Saved entries –
● ● ● ● ●

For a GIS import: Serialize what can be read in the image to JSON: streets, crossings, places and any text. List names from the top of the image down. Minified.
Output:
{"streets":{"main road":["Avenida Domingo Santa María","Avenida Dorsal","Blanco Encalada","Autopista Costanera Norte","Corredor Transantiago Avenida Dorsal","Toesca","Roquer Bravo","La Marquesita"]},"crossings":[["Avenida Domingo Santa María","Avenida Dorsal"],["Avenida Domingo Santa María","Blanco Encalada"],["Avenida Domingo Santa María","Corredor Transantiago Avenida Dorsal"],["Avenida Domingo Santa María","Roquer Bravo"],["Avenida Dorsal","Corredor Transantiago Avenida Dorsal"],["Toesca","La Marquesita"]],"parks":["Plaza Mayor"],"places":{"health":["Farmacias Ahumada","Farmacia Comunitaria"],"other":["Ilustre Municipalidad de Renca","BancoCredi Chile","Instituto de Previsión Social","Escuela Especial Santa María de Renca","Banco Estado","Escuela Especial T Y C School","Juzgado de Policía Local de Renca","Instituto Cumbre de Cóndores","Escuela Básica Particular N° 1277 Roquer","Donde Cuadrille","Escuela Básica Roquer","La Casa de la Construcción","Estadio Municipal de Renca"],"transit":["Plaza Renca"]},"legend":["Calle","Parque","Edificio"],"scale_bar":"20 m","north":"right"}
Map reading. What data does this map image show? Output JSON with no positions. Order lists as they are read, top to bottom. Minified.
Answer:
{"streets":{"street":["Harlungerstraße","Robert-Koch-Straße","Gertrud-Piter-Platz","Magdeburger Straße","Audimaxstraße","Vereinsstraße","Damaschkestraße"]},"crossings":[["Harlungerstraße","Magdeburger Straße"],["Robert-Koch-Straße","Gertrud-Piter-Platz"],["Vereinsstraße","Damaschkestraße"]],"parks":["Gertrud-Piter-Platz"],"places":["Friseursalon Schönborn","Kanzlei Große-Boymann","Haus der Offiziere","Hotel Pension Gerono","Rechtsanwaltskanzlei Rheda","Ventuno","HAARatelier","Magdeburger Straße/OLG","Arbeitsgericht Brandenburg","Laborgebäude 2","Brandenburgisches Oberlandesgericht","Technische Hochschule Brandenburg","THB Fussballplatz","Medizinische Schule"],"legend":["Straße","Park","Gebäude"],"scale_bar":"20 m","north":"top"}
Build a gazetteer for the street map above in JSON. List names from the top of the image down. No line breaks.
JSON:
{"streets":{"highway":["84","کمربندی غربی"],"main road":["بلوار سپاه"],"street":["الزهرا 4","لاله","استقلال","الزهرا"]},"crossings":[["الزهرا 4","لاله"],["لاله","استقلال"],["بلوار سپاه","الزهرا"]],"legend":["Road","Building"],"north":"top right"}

● ● ● ● ●

What you have to do –
Print precisely the lines from the one with "Build a gazetteer" through the end of the data above, adding nothing.

Task output –
Build a gazetteer for the street map above in JSON. List names from the top of the image down. No line breaks.
JSON:
{"streets":{"highway":["84","کمربندی غربی"],"main road":["بلوار سپاه"],"street":["الزهرا 4","لاله","استقلال","الزهرا"]},"crossings":[["الزهرا 4","لاله"],["لاله","استقلال"],["بلوار سپاه","الزهرا"]],"legend":["Road","Building"],"north":"top right"}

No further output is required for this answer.